Les prélévements de phytoplancton, base de la chaîne alimentaire, montreront comment les différentes régions réagissent au réchauffement des eaux océaniques.

Ce voyage a aussi été marqué par une inquiétante découverte: l’omniprésence des microplastiques, y compris dans les endroits les plus reculés. «Si nous avons trouvé relativement peu de morceaux de plastique, les fibres synthétiques, provenant essentiellement du lavage d’habits, étaient présentes sur tous les sites visités», précise Peter Ryan, chercheur responsable de ce projet. Il restera encore à établir l’impact exact de cette pollution sur la chaîne alimentaire, et notamment sur les grands oiseaux marins, qui ont également fait l’objet d’observations et d’un recensement durant l’expédition.

 

Un projet international ambitieux

Gratifiée d’un temps clément pour la plus grande partie du voyage, l’expédition a permis à des scientifiques de 18 pays de travailler ensemble, cassant ainsi les frontières entre les disciplines et les cultures, dans une quête de nouvelles connaissances significatives.

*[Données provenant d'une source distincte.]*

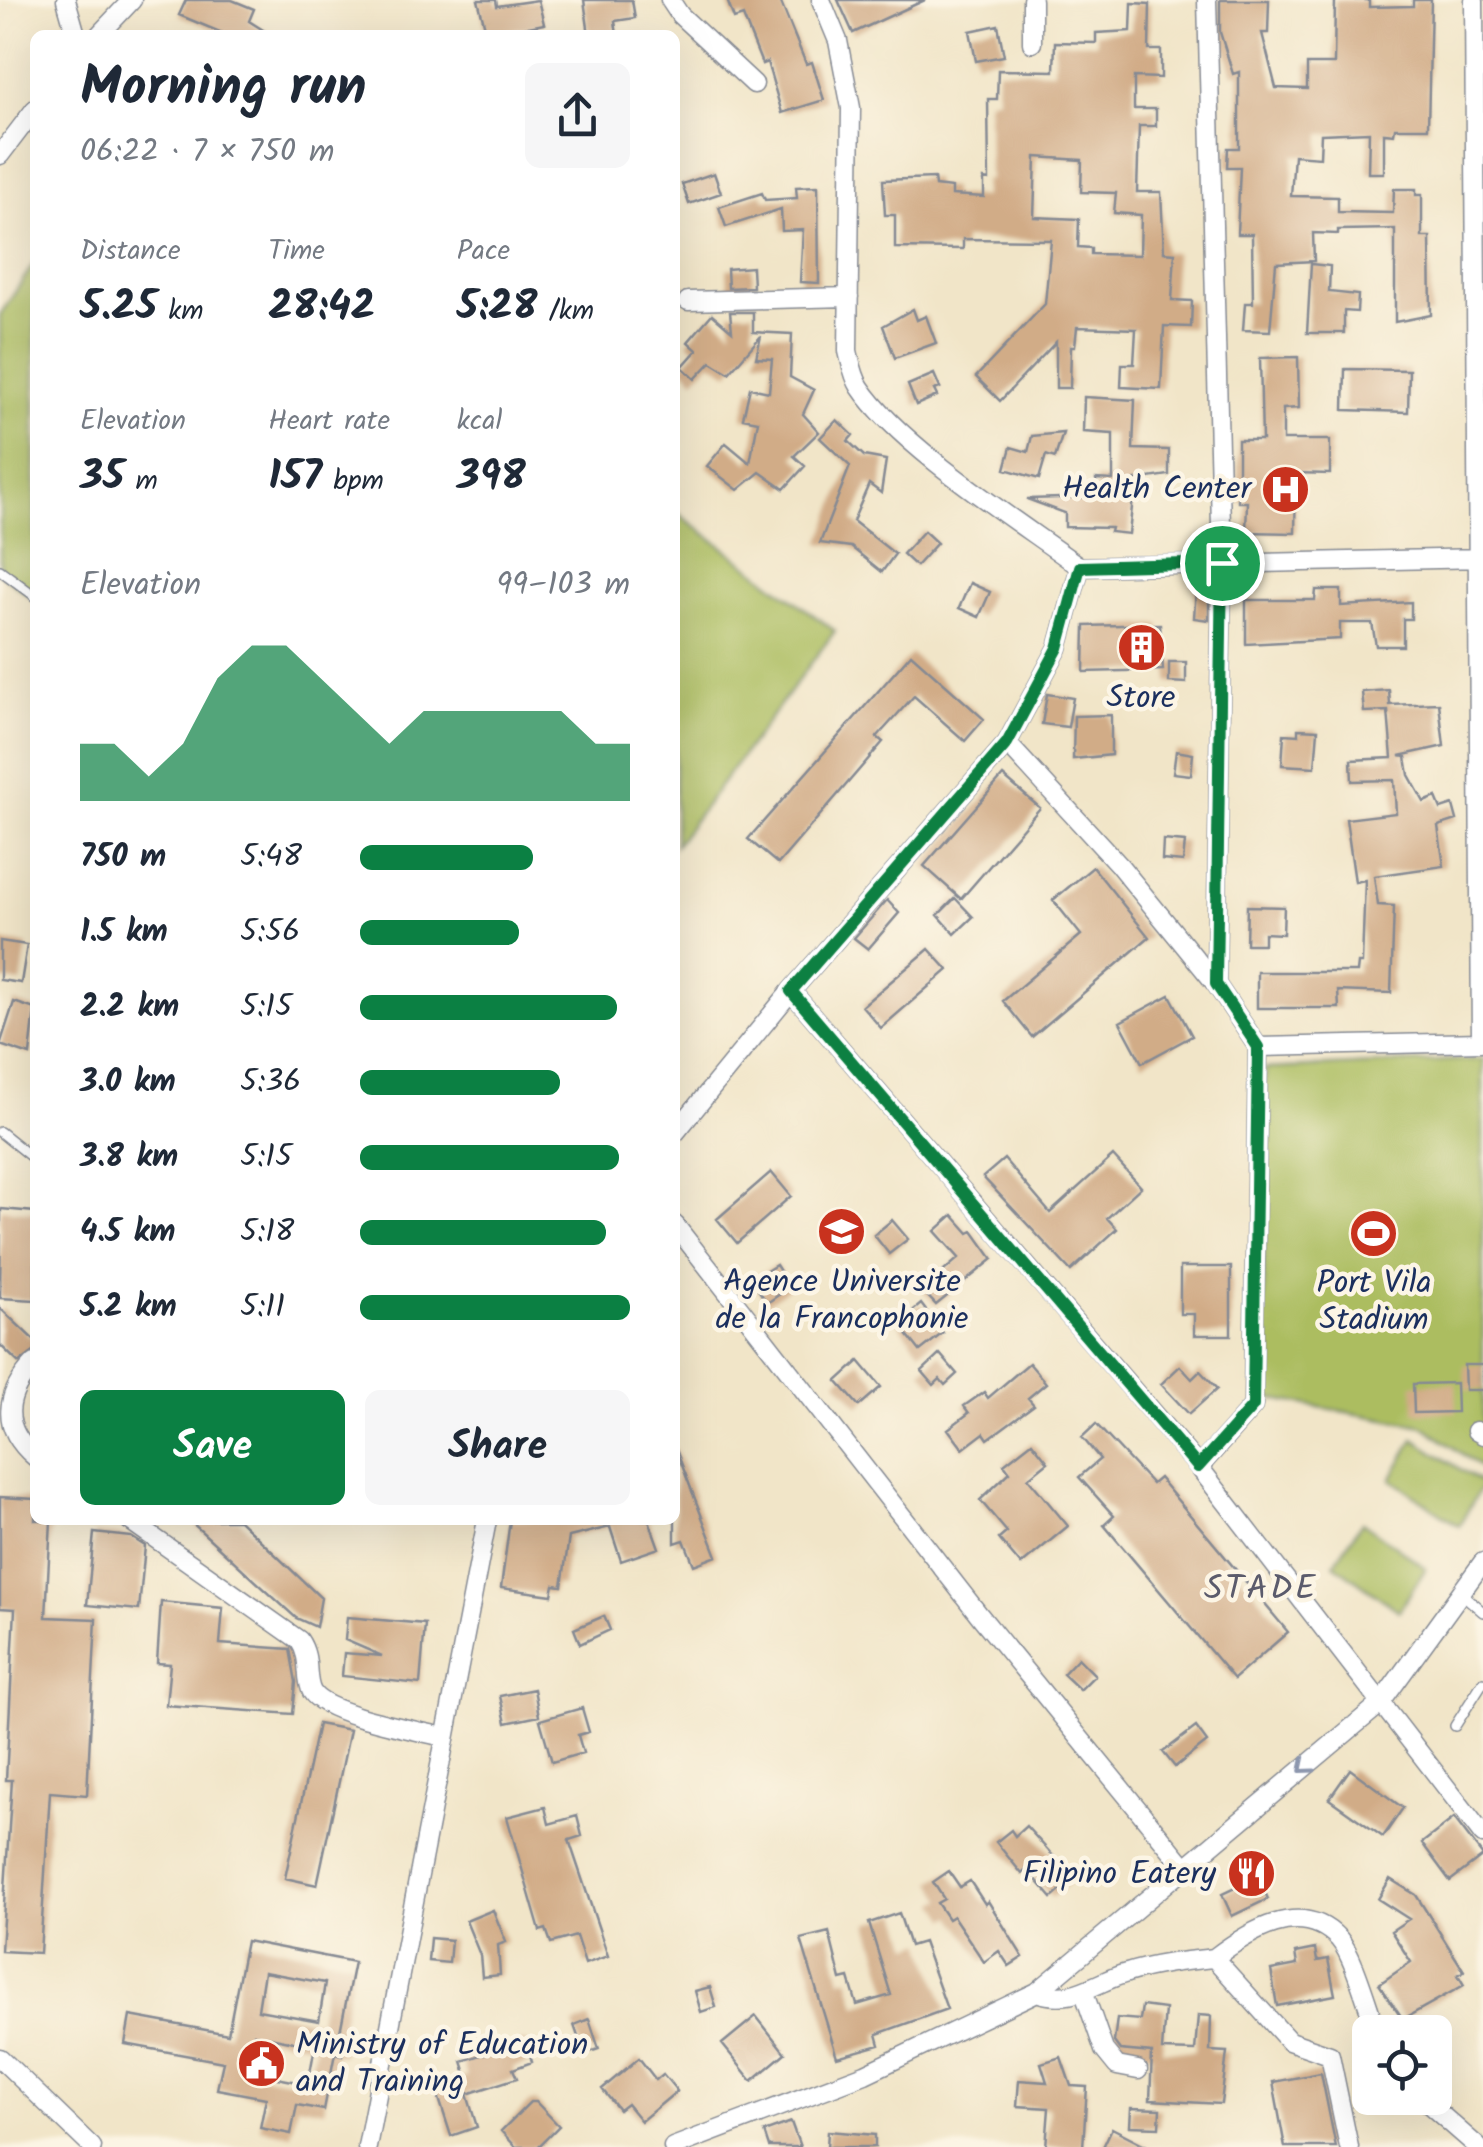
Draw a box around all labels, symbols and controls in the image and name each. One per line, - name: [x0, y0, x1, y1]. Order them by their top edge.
- text: Morning run: [80, 46, 367, 133]
- button: share: [525, 63, 630, 168]
- text: 06:22 · 7 × 750 m: [80, 127, 334, 178]
- text: Distance: [80, 229, 181, 274]
- text: Time: [268, 229, 325, 274]
- text: Pace: [457, 229, 510, 274]
- text: 5.25: [80, 274, 157, 341]
- text: 28:42: [268, 274, 375, 341]
- text: 5:28: [457, 274, 538, 341]
- text: km: [157, 289, 204, 334]
- text: /km: [538, 289, 594, 334]
- text: Elevation: [80, 399, 186, 444]
- text: Heart rate: [268, 399, 390, 444]
- text: kcal: [457, 399, 502, 444]
- text: 35: [80, 444, 124, 511]
- text: 157: [268, 444, 322, 511]
- text: 398: [457, 444, 526, 511]
- text: m: [124, 459, 158, 504]
- text: bpm: [322, 459, 384, 504]
- hospital icon: Health Center: [1260, 463, 1312, 515]
- place label: Health Center: [1062, 464, 1253, 515]
- pin: [1180, 521, 1265, 606]
- icon: arrive: [1195, 536, 1250, 591]
- text: Elevation: [80, 560, 201, 611]
- text: 99–103 m: [497, 560, 630, 611]
- building icon: Store: [1115, 622, 1167, 674]
- place label: Store: [1107, 673, 1175, 724]
- text: 750 m: [80, 832, 166, 883]
- text: 5:48: [240, 832, 302, 883]
- text: 1.5 km: [80, 907, 168, 958]
- text: 5:56: [240, 907, 300, 958]
- text: 2.2 km: [80, 982, 179, 1033]
- text: 5:15: [240, 982, 292, 1033]
- text: 3.0 km: [80, 1057, 176, 1108]
- text: 5:36: [240, 1057, 301, 1108]
- text: 3.8 km: [80, 1132, 178, 1183]
- text: 5:15: [240, 1132, 292, 1183]
- school or university icon: Agence Universite de la Francophonie: [816, 1206, 868, 1258]
- text: 4.5 km: [80, 1207, 176, 1258]
- text: 5:18: [240, 1207, 294, 1258]
- sports icon: Port Vila Stadium: [1348, 1207, 1400, 1259]
- place label: Agence Universite de la Francophonie: [715, 1257, 969, 1345]
- place label: Port Vila Stadium: [1316, 1258, 1432, 1346]
- text: 5.2 km: [80, 1282, 177, 1333]
- text: 5:11: [240, 1282, 285, 1333]
- button: Save: [80, 1390, 345, 1505]
- button: Share: [365, 1390, 630, 1505]
- district label: STADE: [1204, 1562, 1318, 1618]
- one-way arrow: [1299, 1755, 1317, 1773]
- restaurant icon: Filipino Eatery: [1225, 1848, 1277, 1900]
- place label: Filipino Eatery: [1023, 1849, 1217, 1900]
- map controls: [1352, 2015, 1452, 2115]
- button: locate: [1352, 2015, 1452, 2115]
- place label: Ministry of Education and Training: [296, 2020, 588, 2108]
- public building icon: Ministry of Education and Training: [235, 2037, 287, 2089]

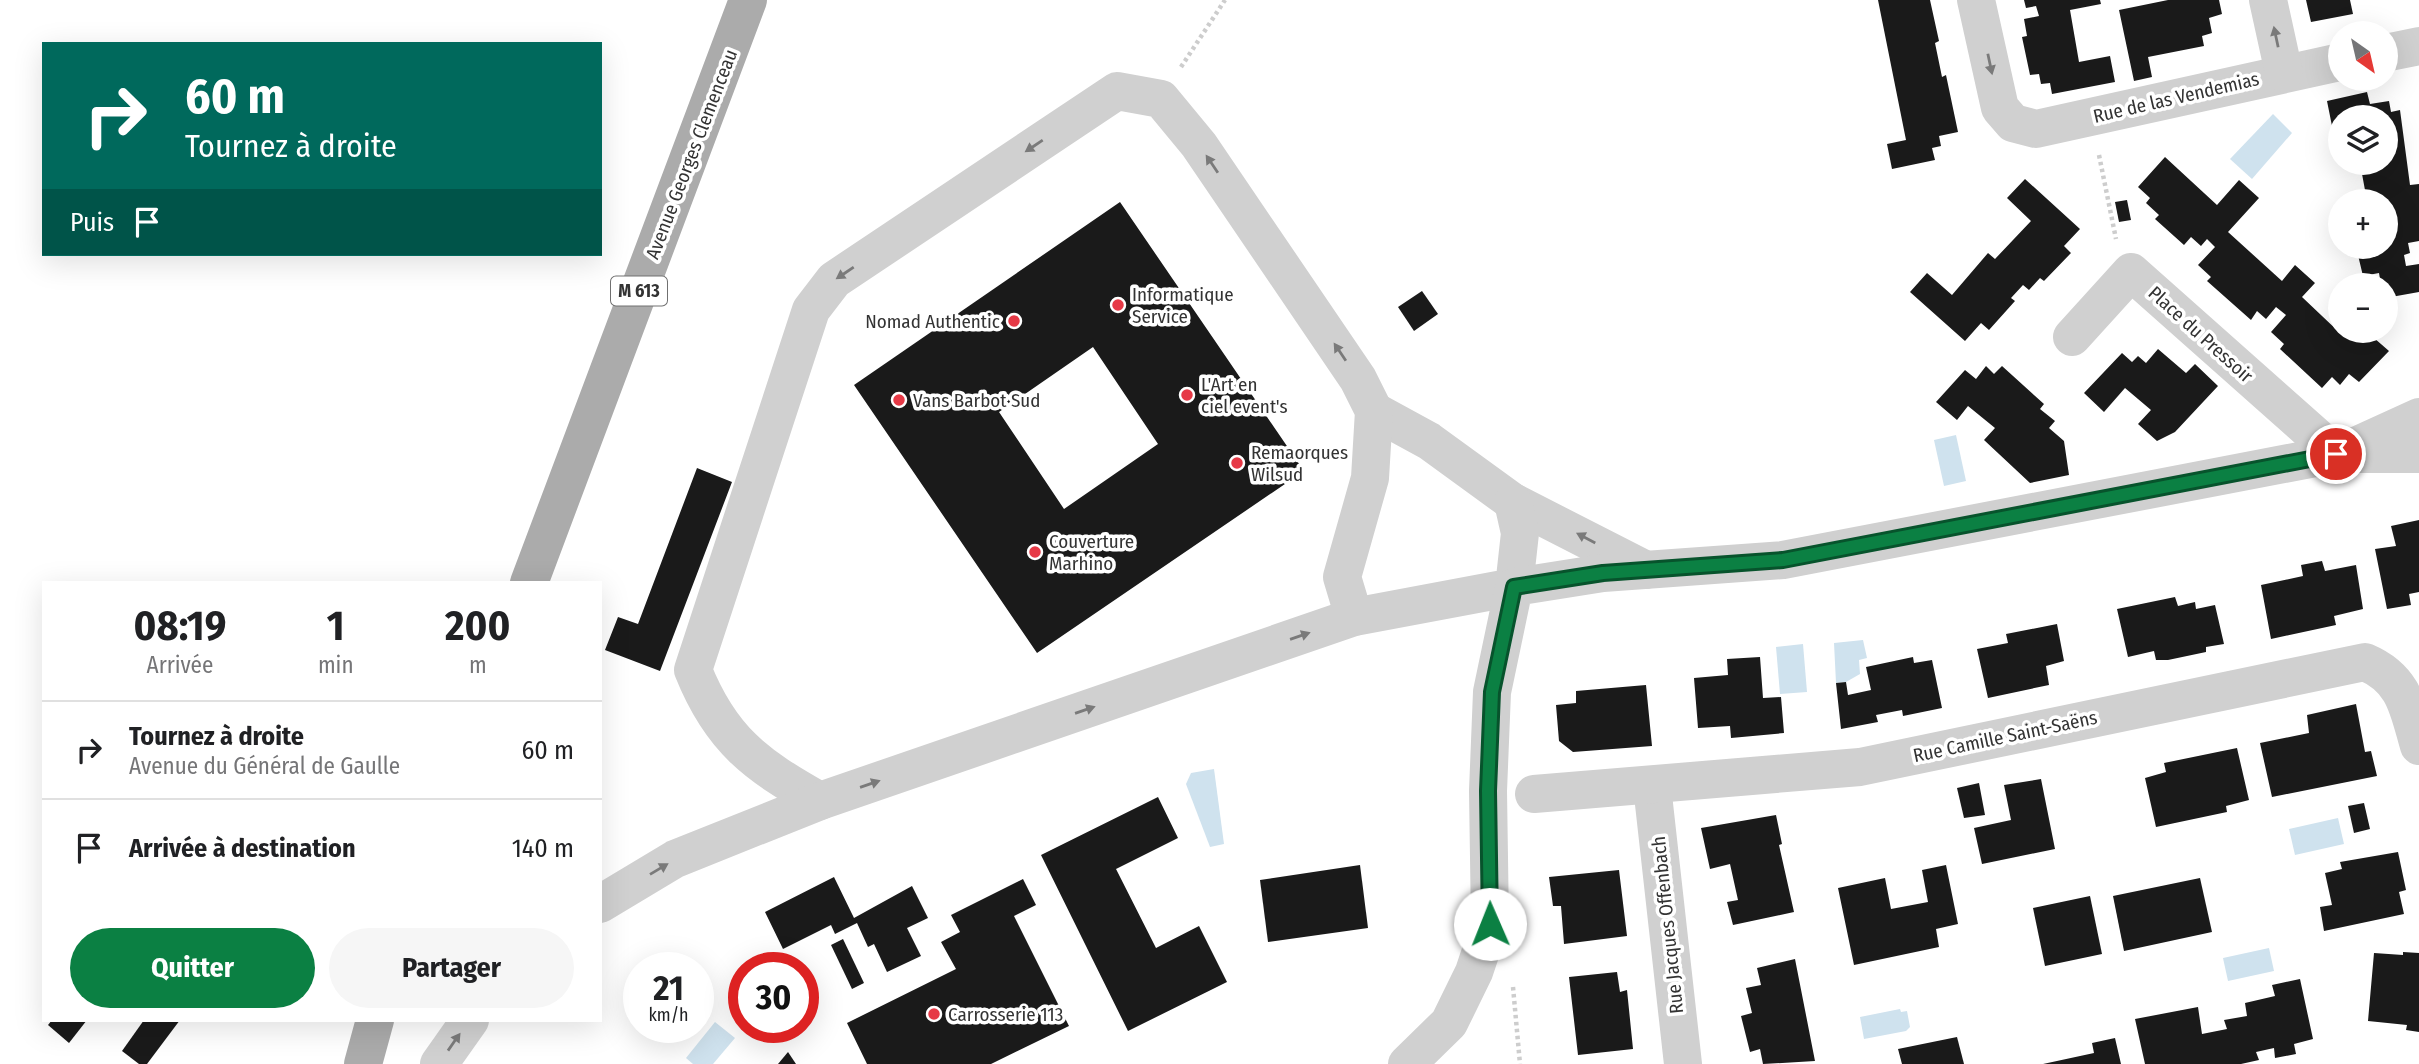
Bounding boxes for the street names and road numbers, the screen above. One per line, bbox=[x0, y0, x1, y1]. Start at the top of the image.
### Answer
street label: Avenue Georges Clemenceau bbox=[641, 46, 742, 262]
street label: Rue de las Vendemias bbox=[2091, 67, 2261, 128]
road number: M 613 bbox=[611, 276, 667, 306]
street label: Place du Pressoir bbox=[2144, 281, 2258, 388]
street label: Rue Camille Saint-Saëns bbox=[1911, 706, 2099, 767]
street label: Rue Jacques Offenbach bbox=[1647, 835, 1688, 1015]

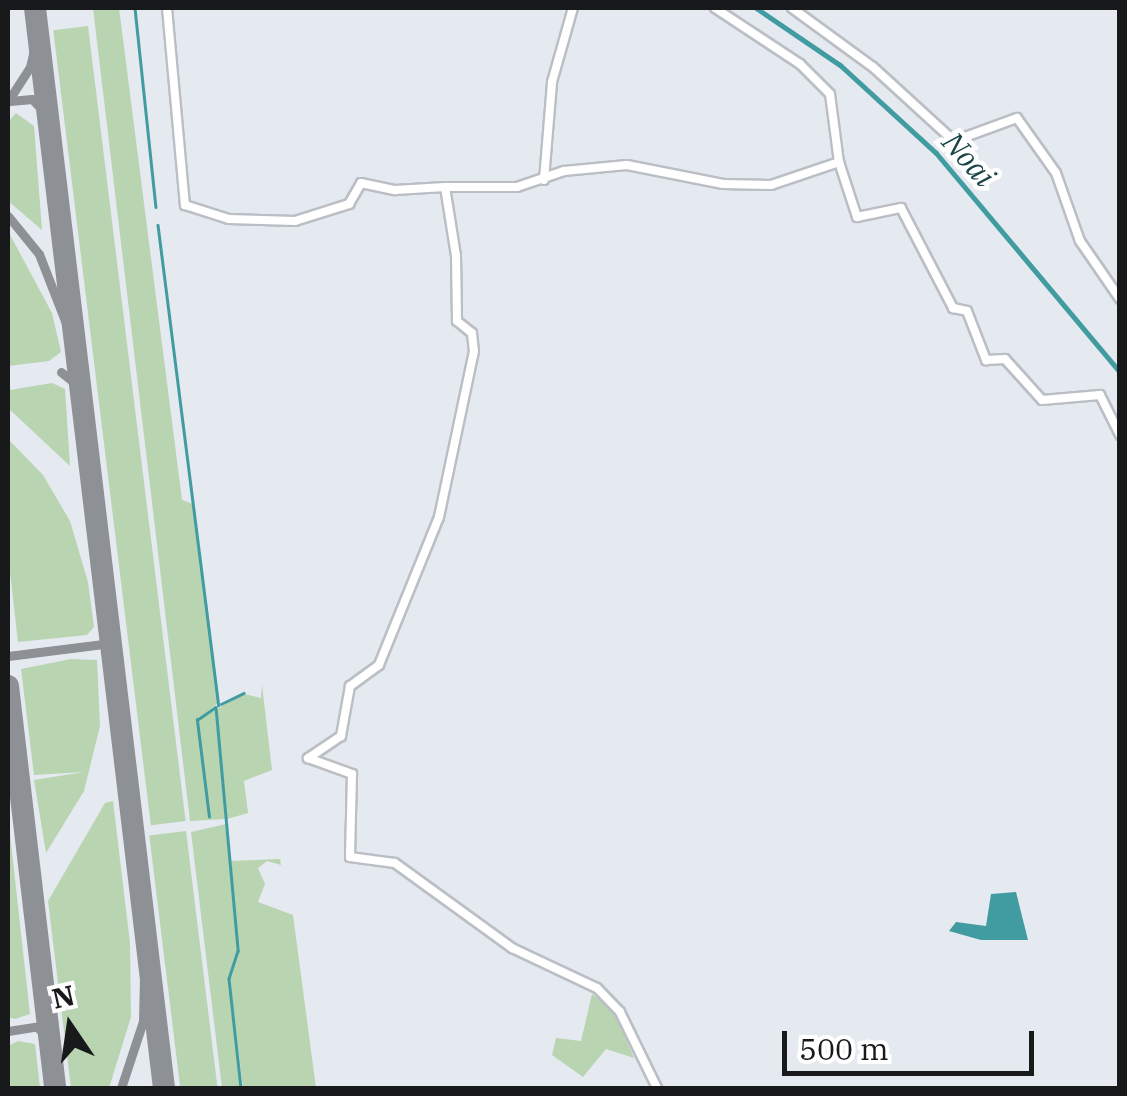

«Vouloir mener autant de projets était très ambitieux et il n’a pas toujours été facile de satisfaire les besoins de chacun, relève Frederik Paulsen, philanthrope et explorateur polaire, président de la fondation ACE. Mais dans l’ensemble, c’est une belle réussite. Et ce n’est que maintenant que tout commence: nous avons devant nous des années de travail pour analyser toutes les données récoltées.»

Les chercheurs ont deux ans pour publier leurs résultats de recherche. Ensuite, les données seront mises librement à disposition de la commmunauté scientifique. Avant cela, plusieurs initiatives sont prévues pour donner suite à ce voyage. Parmi elles, un symposium sur les problématiques polaires à Cran-Montana, en Suisse, les 11 et 12 septembre, ainsi qu’une rencontre des responsables de projets au printemps 2018.